We awoke early in the morning ready to catch the minibus up The Sacred Valley. To get us to the trailhead we had been booked onto a day tour up the valley to the Incan settlement of Ollantaytambo which also enabled us to see some of the ancient sites and structures along the way.
Our team to trek the actual Inca Trail was only going to be a small team of six people but todays bus tour dumped us in with other tourists and holidaymakers from all over the world. It was a bit of a shock and not the kind of thing we are really used to these days being very averse to being shepherded around on a tight budgeted timeline. But it was a means to an end and eventually after the obligatory stops at shops and artisan stalls all along the way we made it to Ollantaytambo.
Ollantaytambo is itself a magnificent place. It’s setting in the steep sided Sacred Valley is sublime and having travelled the 60 odd kilometers from Cusco to get here we were very glad to see that this final destination was well worth the effort.
During the Inca Empire Ollantaytambo was the royal estate of Emperor Pachacuti who conquered the region and built the town and a ceremonial centre here to affirm his authority. At the time of the Spanish conquest of Peru it served as a stronghold for Manco Inca Yupanqui, leader of the Inca resistance. Today it is the launch pad for among other things ‘The Inca Trail’.
The town itself is located next to the Patakancha River in the Urubamba Valley and steep terraces rise all around the lavish structures that form its famous Temple Hill complex. Temple hill was primarily a religious precinct and at the ceremonial centre are a series of stairways that climb to the top of the terraced complex. The main structure of this sector is the Sun Temple, an uncompleted building which features the Wall of the Six Monoliths.

We spent some time exploring the unfinished ruins of the temple before setting off along a narrow traverse to several storehouses (qollqa) made out of field stones on the hills and terraces that surrounded. Their location at high altitudes, where there is more wind and lower temperatures, defended their contents against decay, an advantage for the farmers indeed but a distinct disadvantage for us struggling to acclimate while attempting to access them. But the views from their very precipitous positions once gained were easily worth the grind.

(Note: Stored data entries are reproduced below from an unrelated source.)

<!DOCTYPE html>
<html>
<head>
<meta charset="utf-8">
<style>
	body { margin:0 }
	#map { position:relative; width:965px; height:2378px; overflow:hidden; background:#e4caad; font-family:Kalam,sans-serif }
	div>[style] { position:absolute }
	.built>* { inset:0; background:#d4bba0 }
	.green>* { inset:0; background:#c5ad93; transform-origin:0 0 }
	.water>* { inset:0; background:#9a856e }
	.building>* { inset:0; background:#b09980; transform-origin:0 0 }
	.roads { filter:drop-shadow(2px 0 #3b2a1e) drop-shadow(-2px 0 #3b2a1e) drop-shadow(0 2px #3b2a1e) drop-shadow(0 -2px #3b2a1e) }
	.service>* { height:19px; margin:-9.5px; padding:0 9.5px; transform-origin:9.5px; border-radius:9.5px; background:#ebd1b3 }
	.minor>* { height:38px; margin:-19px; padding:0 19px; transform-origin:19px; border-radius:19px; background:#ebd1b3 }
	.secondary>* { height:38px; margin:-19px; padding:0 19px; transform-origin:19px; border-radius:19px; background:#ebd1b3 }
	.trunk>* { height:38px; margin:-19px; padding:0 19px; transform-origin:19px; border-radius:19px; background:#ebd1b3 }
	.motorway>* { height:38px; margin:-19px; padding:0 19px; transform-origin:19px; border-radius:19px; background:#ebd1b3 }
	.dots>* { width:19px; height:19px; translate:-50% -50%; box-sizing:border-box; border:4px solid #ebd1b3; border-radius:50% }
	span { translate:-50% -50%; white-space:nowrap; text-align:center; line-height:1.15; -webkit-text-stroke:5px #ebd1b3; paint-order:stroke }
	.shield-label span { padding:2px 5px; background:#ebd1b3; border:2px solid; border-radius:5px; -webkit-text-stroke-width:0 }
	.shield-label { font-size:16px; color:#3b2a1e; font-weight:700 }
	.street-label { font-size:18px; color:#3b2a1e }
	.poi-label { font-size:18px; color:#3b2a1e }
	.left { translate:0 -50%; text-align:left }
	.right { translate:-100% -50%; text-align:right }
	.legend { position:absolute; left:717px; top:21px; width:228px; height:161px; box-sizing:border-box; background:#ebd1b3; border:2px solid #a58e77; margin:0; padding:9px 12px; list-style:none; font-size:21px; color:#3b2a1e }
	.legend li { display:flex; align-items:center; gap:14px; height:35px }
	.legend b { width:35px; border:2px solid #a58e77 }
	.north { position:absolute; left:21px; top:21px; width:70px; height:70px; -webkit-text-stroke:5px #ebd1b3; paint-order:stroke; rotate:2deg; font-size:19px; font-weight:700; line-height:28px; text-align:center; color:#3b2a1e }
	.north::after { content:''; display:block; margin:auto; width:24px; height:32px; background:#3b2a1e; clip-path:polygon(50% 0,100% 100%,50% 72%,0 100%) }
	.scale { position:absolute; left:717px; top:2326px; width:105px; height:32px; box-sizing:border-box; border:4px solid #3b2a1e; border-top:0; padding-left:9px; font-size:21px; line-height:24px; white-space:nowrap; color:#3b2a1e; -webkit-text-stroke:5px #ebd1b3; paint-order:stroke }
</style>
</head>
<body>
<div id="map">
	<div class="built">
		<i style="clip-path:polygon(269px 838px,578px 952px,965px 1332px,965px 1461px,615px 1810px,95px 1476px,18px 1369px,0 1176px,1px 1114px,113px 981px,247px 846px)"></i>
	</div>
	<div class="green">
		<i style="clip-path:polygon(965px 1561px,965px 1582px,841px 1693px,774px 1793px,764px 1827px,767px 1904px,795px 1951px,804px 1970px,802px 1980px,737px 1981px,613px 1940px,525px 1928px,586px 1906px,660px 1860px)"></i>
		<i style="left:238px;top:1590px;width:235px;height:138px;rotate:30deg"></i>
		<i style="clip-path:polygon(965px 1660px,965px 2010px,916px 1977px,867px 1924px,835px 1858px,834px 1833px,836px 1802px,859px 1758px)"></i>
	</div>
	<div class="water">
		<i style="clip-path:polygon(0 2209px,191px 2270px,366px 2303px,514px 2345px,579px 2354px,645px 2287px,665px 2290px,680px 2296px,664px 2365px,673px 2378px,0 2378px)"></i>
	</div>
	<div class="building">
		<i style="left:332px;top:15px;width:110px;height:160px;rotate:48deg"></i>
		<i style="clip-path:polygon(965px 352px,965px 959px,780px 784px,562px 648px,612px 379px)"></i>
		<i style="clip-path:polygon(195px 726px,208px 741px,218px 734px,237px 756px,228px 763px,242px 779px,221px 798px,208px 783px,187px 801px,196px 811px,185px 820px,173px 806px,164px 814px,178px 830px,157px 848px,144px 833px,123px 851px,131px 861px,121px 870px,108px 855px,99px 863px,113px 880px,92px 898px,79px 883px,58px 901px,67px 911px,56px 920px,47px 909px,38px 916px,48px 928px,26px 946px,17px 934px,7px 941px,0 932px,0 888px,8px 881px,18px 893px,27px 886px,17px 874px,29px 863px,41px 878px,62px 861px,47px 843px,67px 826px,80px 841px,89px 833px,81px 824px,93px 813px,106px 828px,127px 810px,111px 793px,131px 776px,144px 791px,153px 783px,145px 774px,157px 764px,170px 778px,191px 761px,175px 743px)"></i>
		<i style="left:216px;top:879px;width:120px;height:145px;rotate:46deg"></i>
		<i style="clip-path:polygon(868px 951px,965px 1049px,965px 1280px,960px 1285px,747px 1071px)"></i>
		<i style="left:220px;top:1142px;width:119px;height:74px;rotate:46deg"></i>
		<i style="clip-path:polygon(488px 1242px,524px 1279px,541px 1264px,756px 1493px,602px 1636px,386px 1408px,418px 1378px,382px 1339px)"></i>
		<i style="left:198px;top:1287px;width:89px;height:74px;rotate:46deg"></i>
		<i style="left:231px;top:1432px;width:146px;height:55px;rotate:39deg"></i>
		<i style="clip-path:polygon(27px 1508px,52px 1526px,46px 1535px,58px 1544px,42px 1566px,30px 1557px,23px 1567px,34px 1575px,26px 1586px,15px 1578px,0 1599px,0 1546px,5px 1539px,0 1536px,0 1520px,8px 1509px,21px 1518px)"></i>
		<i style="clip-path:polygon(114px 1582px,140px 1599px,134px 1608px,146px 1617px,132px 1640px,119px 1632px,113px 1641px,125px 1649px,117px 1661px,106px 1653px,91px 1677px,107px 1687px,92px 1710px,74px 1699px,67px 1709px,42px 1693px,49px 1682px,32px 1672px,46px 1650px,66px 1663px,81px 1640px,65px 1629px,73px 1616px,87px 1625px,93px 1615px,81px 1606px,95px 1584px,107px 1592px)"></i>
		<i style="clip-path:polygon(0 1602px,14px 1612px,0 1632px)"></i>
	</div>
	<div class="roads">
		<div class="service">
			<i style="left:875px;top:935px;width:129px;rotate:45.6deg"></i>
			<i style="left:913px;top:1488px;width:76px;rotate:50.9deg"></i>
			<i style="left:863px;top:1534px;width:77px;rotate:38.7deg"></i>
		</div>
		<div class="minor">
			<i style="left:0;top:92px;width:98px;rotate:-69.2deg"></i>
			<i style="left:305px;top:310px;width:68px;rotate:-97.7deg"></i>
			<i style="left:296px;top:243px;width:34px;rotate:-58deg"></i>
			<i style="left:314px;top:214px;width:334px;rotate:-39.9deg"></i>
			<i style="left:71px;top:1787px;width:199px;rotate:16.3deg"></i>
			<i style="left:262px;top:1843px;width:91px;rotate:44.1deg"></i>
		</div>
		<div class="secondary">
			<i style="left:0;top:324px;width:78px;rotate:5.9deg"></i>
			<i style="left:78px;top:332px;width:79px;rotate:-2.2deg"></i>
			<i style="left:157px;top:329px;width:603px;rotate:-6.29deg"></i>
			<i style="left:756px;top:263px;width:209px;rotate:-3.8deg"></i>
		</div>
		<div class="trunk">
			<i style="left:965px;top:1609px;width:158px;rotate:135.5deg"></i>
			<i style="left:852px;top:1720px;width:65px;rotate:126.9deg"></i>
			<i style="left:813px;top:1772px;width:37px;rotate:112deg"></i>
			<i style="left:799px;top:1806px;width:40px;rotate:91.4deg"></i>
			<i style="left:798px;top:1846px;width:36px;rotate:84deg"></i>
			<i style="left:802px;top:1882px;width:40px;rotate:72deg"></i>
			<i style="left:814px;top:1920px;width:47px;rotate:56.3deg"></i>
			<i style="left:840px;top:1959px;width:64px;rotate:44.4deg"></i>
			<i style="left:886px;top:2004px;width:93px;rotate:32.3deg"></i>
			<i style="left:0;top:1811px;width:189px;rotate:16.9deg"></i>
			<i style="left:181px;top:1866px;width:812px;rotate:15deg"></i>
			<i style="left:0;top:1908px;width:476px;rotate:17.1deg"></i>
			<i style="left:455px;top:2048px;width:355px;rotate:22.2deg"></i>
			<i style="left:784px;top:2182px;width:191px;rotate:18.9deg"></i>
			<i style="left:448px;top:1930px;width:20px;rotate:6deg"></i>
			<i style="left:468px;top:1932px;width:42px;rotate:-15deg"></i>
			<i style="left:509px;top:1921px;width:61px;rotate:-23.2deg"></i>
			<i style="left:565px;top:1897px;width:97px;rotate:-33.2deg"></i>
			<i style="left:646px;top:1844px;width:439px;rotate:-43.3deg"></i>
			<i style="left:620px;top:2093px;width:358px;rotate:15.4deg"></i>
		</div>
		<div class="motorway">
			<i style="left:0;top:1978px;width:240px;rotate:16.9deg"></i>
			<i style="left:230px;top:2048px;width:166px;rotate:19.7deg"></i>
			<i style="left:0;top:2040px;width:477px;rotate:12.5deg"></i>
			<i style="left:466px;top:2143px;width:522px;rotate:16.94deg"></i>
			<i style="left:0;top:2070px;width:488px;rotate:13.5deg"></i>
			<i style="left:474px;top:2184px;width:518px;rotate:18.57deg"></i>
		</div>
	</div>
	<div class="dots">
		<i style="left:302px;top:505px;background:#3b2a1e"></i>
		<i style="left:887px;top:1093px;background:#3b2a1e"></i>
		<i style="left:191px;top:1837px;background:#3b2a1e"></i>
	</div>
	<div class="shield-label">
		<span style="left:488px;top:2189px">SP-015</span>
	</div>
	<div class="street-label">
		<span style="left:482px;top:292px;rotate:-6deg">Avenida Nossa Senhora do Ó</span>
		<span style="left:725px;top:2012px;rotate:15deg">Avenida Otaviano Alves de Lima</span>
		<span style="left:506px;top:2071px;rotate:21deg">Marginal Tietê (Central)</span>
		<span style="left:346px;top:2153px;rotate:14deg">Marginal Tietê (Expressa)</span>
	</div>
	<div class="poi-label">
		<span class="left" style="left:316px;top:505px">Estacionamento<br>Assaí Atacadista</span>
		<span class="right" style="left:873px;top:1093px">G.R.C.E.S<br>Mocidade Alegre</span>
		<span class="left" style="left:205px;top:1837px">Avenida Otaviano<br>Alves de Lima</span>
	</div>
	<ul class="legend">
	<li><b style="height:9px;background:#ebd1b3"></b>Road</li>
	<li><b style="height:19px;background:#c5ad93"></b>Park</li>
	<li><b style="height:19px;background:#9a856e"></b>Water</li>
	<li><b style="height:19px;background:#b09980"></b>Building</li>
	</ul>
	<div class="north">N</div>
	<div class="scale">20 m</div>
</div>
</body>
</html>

After some time exploring in and around the terraces we descended back to the valley floor to take a look around the old town. The main settlement has an orthogonal layout with four longitudinal streets crossed by several parallel streets and at the centre of this grid the Incas built a large plaza. All the blocks in the southern half of the town (which is the best preserved area) were built to the same design; each comprised two kancha, walled compounds with four one-room buildings around a central courtyard.

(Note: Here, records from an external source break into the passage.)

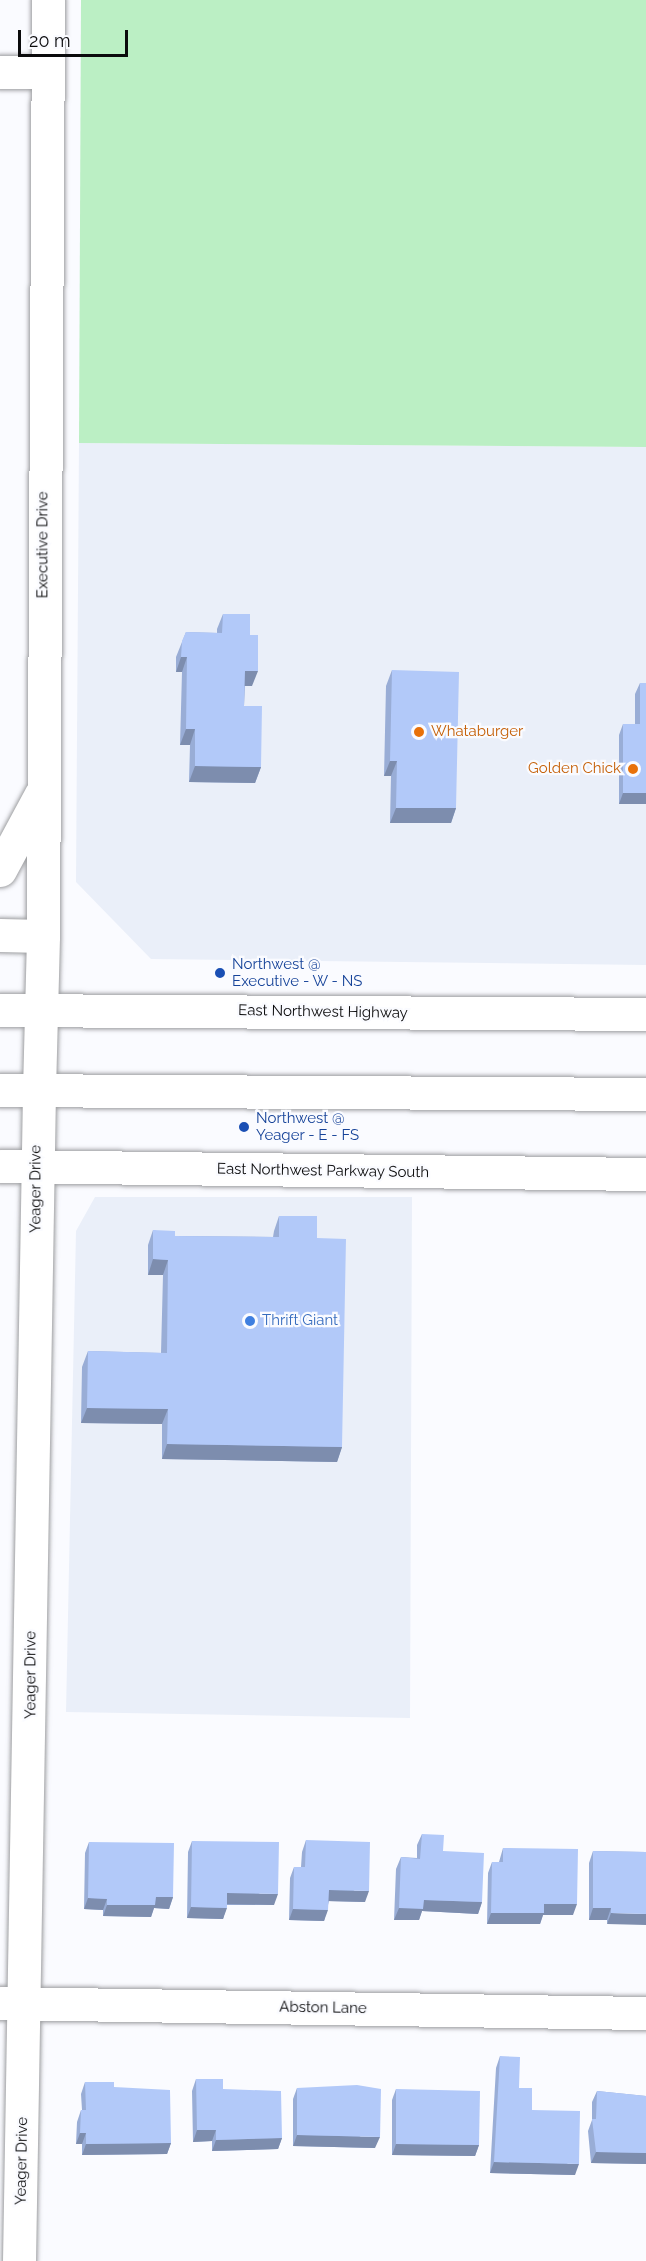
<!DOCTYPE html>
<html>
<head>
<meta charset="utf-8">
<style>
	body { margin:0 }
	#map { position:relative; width:646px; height:2261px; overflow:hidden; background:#fafbff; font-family:Raleway,sans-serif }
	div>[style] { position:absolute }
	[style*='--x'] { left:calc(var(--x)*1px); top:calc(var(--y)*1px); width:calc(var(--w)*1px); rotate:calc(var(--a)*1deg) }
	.built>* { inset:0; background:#eaeff9 }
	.green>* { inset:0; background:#bbefc4 }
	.roads { filter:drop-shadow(0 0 2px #9e9fa2) drop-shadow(0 0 2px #9e9fa2) }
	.minor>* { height:33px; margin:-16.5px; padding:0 16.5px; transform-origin:16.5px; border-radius:16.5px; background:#fff }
	.tertiary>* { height:33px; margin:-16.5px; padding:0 16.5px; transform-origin:16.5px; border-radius:16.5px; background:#fff }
	.primary>* { height:33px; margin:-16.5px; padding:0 16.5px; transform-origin:16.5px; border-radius:16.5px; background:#fff }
	.wall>* { inset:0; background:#99add6 }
	.shaded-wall>* { inset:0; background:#7d8dae }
	.building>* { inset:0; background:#b2c9f9 }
	.dots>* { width:16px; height:16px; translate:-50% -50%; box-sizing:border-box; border:3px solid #fafbff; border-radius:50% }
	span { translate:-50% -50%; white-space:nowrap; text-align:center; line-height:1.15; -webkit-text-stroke:4.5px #fafbff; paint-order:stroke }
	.street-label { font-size:15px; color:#0b0b0c }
	.food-label { font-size:15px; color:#c56008 }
	.left { translate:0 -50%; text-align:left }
	.right { translate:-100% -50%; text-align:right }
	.transit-label { font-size:15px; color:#164399 }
	.shop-label { font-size:15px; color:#366cbe }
	.scale { position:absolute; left:18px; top:30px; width:110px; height:27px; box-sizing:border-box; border:3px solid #0b0b0c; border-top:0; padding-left:8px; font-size:18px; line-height:21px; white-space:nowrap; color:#0b0b0c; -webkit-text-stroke:4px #fafbff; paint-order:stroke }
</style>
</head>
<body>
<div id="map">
	<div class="built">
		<i style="clip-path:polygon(79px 443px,646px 447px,646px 965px,151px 959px,76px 882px)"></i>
		<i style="clip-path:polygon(95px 1197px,412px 1197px,410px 1718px,66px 1712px,76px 1231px)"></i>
	</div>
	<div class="green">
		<i style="clip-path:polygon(81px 0,646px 0,646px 447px,79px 443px)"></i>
	</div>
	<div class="roads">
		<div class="minor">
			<i style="--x:0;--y:935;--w:43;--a:1.3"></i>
			<i style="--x:0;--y:1166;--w:646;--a:0.71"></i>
			<i style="--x:0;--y:2003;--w:646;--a:0.89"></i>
			<i style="--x:19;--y:2261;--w:1171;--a:-89.02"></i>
		</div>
		<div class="tertiary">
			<i style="--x:0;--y:72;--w:47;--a:0"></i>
			<i style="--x:0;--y:870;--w:86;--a:-61.7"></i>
			<i style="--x:39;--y:1090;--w:154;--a:-88.5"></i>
			<i style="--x:43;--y:936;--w:936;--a:-89.69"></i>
		</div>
		<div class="primary">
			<i style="--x:0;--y:1010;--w:646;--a:0.35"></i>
			<i style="--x:0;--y:1090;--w:646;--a:0.35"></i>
		</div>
	</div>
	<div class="wall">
		<i style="clip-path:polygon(223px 614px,250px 635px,252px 686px,245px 686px,244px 706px,261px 767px,255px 783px,189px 782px,190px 745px,180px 745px,182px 672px,176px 672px,176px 657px,186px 632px,217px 633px,217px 629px)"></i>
		<i style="clip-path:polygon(392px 670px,456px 808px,451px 823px,390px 823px,391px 776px,384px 776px,386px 686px)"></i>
		<i style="clip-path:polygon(640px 683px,646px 804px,619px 804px,619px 735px,623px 724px,635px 724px,635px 694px)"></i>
		<i style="clip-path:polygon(279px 1216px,317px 1238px,342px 1447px,337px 1462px,162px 1459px,162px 1424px,81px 1423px,82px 1367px,88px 1351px,161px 1353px,163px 1275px,148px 1275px,148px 1245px,153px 1230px,175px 1236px,273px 1237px,274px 1231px)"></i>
		<i style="clip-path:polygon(422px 1834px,443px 1851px,482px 1902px,478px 1914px,422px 1911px,419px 1920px,394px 1920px,396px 1869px,401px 1857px,417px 1858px,417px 1845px)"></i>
		<i style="clip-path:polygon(306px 1840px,365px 1902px,329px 1901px,324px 1921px,289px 1920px,290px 1878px,294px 1867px,301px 1867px,302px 1852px)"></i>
		<i style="clip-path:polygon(192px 1841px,274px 1905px,227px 1905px,223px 1919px,187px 1918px,188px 1852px)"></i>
		<i style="clip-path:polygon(89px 1842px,173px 1897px,169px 1909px,154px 1908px,151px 1917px,103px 1916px,103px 1910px,84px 1909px,85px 1853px)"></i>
		<i style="clip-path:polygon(503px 1848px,573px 1915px,543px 1915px,540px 1924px,487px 1924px,488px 1873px,492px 1862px,499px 1862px)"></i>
		<i style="clip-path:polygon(593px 1851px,646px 1852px,607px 1924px,607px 1920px,589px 1920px,589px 1863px)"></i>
		<i style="clip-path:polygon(500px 2056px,532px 2110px,575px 2175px,490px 2173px,496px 2068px)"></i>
		<i style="clip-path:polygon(196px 2079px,223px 2089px,282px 2138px,278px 2149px,212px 2151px,212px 2141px,193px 2142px,192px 2091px)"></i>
		<i style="clip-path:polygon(85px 2082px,114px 2087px,171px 2143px,167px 2154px,82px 2155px,82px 2144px,76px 2144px,77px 2122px,81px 2110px,82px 2110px,81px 2094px)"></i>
		<i style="clip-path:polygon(297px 2088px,375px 2148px,293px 2146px,293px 2099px)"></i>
		<i style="clip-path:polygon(396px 2089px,479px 2145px,475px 2156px,392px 2155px,392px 2100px)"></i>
		<i style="clip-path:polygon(597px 2091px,646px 2096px,646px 2164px,591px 2163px,588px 2131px,592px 2120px,592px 2102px)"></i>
	</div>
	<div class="shaded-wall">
		<i style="clip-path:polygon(181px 657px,187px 657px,182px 672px,176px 672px)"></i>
		<i style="clip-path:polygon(245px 671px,258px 671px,252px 686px,239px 686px)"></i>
		<i style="clip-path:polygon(186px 729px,195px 729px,190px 745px,180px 745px)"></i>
		<i style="clip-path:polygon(390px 761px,397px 761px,391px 776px,384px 776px)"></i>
		<i style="clip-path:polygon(195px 766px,261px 767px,255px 783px,189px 782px)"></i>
		<i style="clip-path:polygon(623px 793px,646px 793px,646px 804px,619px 804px)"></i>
		<i style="clip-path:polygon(396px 808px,456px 808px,451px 823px,390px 823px)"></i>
		<i style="clip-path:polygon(153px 1259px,168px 1260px,163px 1275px,148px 1275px)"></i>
		<i style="clip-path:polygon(87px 1408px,168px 1409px,162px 1424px,81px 1423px)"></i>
		<i style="clip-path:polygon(167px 1444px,342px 1447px,337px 1462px,162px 1459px)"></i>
		<i style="clip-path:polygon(329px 1890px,369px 1891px,365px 1902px,325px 1901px)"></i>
		<i style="clip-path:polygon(227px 1893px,278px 1894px,274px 1905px,223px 1904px)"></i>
		<i style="clip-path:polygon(156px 1897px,173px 1897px,169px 1909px,154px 1908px,151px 1917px,103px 1916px,107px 1905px)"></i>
		<i style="clip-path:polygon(88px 1898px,107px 1899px,103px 1910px,84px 1909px)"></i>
		<i style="clip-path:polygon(424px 1900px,482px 1902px,478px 1914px,422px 1911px,419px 1920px,394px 1920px,399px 1908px)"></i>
		<i style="clip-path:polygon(544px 1904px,577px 1904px,573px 1915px,543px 1915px,540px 1924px,487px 1924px,491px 1913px)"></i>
		<i style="clip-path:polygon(191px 1907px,227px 1908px,223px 1919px,187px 1918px)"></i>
		<i style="clip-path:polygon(593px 1908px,611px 1908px,607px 1920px,589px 1920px)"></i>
		<i style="clip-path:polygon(293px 1909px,328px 1910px,324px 1921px,289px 1920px)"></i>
		<i style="clip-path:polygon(611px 1913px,646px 1914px,646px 1925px,607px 1924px)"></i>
		<i style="clip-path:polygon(197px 2130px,216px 2130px,212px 2141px,193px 2142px)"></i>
		<i style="clip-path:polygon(80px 2133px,86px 2133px,82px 2144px,76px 2144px)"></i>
		<i style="clip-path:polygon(297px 2135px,380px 2137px,375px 2148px,293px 2146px)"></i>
		<i style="clip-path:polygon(282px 2138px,278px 2149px,212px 2151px,216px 2140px)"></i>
		<i style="clip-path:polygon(171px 2143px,167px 2154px,82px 2155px,86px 2144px)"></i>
		<i style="clip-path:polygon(396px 2144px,479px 2145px,475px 2156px,392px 2155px)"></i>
		<i style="clip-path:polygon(596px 2152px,646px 2153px,646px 2164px,591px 2163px)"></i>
		<i style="clip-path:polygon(494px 2162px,579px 2164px,575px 2175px,490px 2173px)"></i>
	</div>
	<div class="building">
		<i style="clip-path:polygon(223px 614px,250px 614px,250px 635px,258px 635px,258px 671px,245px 671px,244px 706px,262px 706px,261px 767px,195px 766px,195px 729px,186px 729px,187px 657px,181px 657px,182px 641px,186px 632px,222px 633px)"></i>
		<i style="clip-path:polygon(392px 670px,459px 672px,456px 808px,396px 808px,397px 761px,390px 761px)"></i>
		<i style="clip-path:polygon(640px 683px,646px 683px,646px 793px,623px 793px,623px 724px,640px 724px)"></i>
		<i style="clip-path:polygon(279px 1216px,317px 1216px,317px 1238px,346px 1239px,342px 1447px,167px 1444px,168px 1409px,87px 1408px,88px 1351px,167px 1353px,168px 1260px,153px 1259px,153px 1230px,175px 1231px,175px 1236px,279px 1237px)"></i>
		<i style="clip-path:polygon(422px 1834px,444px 1835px,443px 1851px,484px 1853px,482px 1902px,424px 1900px,423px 1909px,399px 1908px,401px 1857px,420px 1859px)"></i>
		<i style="clip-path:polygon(306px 1840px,370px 1842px,369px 1891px,329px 1890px,328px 1910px,293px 1909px,294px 1867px,305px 1867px)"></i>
		<i style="clip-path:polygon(192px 1841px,279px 1842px,278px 1894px,227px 1893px,227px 1908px,191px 1907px)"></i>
		<i style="clip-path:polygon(89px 1842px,174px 1843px,173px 1897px,156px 1897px,155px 1905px,107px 1905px,107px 1899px,88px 1898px)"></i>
		<i style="clip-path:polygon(503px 1848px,578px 1849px,577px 1904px,544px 1904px,544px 1913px,491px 1913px,492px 1862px,503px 1862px)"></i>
		<i style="clip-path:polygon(593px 1851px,646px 1852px,646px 1914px,611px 1913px,611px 1908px,593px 1908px)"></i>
		<i style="clip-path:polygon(500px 2056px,520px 2057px,519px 2088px,532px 2088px,532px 2110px,580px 2111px,579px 2164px,494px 2162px)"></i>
		<i style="clip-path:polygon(196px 2079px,223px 2079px,223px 2089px,281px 2091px,282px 2138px,216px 2140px,216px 2130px,197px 2130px)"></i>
		<i style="clip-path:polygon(85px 2082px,114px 2082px,114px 2087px,170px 2090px,171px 2143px,86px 2144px,86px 2133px,80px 2133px,81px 2110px,86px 2110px)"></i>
		<i style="clip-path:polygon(357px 2085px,381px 2089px,380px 2137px,297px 2135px,297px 2088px)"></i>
		<i style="clip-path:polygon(396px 2089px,480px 2091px,479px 2145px,396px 2144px)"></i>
		<i style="clip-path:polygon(597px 2091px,646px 2096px,646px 2153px,596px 2152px,592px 2119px,596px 2119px)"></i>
	</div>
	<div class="dots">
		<i style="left:419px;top:732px;background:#e8710a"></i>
		<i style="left:633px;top:769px;background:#e8710a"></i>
		<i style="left:220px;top:973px;background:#1a4fb4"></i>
		<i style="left:244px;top:1127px;background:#1a4fb4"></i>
		<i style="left:250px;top:1321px;background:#3f7fe0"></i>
	</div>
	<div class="street-label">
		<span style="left:43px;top:545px;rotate:-90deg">Executive Drive</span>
		<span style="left:323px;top:1012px;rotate:1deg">East Northwest Highway</span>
		<span style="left:323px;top:1171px;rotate:1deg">East Northwest Parkway South</span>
		<span style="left:36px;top:1189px;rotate:-90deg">Yeager Drive</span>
		<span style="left:31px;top:1675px;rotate:-90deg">Yeager Drive</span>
		<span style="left:323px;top:2008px;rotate:1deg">Abston Lane</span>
		<span style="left:22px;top:2161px;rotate:-89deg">Yeager Drive</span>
	</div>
	<div class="food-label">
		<span class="left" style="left:431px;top:732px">Whataburger</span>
		<span class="right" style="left:621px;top:769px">Golden Chick</span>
	</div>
	<div class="transit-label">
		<span class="left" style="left:232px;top:973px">Northwest @<br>Executive - W - NS</span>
		<span class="left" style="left:256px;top:1127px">Northwest @<br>Yeager - E - FS</span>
	</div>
	<div class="shop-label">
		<span class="left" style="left:262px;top:1321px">Thrift Giant</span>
	</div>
	<div class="scale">20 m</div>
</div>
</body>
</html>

Wandering around the narrow streets was an intoxicating experience transporting me back in my mind to the late 15th century when the town would have seen it’s heyday. After hiking around for some time in the late afternoon heat we decided to call it a day and sensibly find a bar to sit at and just people watch.

I would have had a cold beer at this point but conscious of my upcoming high altitude trek I abstained as I’m a believer that alcohol and altitude just don’t work together (call me old-fashioned) but there you have it. However, Matt who we had met on the minibus ride here and who would also be embarking on the trek with us did not have any such qualms and proceeded to quaff back a couple of pints right in front of me! Oh the arrogance of youth! OK basically I was jealous but I stuck to my guns conscious that tomorrow the adventure would start for real, tomorrow we would start our five day trek along the Inca Trail to the fabled Machu Picchu, or so we hoped!